- **WHAT THE TASK ASKS**:
Start to finish, copy the data exactly.

- **COLLECTED DATA**:
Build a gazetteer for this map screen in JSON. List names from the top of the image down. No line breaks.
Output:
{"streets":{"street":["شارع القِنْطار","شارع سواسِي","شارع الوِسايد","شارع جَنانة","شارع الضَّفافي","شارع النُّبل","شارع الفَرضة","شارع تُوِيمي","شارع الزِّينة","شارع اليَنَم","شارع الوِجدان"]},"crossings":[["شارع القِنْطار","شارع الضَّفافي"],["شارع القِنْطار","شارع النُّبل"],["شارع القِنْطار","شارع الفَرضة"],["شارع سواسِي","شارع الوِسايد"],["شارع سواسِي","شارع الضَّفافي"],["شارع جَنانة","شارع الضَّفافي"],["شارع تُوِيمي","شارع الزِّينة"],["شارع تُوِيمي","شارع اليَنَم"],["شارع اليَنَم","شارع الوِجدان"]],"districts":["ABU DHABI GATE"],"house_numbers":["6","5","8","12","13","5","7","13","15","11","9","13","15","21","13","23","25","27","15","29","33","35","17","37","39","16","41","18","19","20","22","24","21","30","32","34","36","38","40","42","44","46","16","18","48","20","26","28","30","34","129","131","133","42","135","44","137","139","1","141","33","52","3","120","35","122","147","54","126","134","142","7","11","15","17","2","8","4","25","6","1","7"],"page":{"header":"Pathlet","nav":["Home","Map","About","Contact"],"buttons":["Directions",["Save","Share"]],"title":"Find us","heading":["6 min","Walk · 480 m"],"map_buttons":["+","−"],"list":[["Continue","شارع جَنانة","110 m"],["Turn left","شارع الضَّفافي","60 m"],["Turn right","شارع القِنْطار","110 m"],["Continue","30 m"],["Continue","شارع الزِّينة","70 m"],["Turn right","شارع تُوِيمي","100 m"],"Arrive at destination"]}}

- **YOUR RESPONSE**:
Build a gazetteer for this map screen in JSON. List names from the top of the image down. No line breaks.
Output:
{"streets":{"street":["شارع القِنْطار","شارع سواسِي","شارع الوِسايد","شارع جَنانة","شارع الضَّفافي","شارع النُّبل","شارع الفَرضة","شارع تُوِيمي","شارع الزِّينة","شارع اليَنَم","شارع الوِجدان"]},"crossings":[["شارع القِنْطار","شارع الضَّفافي"],["شارع القِنْطار","شارع النُّبل"],["شارع القِنْطار","شارع الفَرضة"],["شارع سواسِي","شارع الوِسايد"],["شارع سواسِي","شارع الضَّفافي"],["شارع جَنانة","شارع الضَّفافي"],["شارع تُوِيمي","شارع الزِّينة"],["شارع تُوِيمي","شارع اليَنَم"],["شارع اليَنَم","شارع الوِجدان"]],"districts":["ABU DHABI GATE"],"house_numbers":["6","5","8","12","13","5","7","13","15","11","9","13","15","21","13","23","25","27","15","29","33","35","17","37","39","16","41","18","19","20","22","24","21","30","32","34","36","38","40","42","44","46","16","18","48","20","26","28","30","34","129","131","133","42","135","44","137","139","1","141","33","52","3","120","35","122","147","54","126","134","142","7","11","15","17","2","8","4","25","6","1","7"],"page":{"header":"Pathlet","nav":["Home","Map","About","Contact"],"buttons":["Directions",["Save","Share"]],"title":"Find us","heading":["6 min","Walk · 480 m"],"map_buttons":["+","−"],"list":[["Continue","شارع جَنانة","110 m"],["Turn left","شارع الضَّفافي","60 m"],["Turn right","شارع القِنْطار","110 m"],["Continue","30 m"],["Continue","شارع الزِّينة","70 m"],["Turn right","شارع تُوِيمي","100 m"],"Arrive at destination"]}}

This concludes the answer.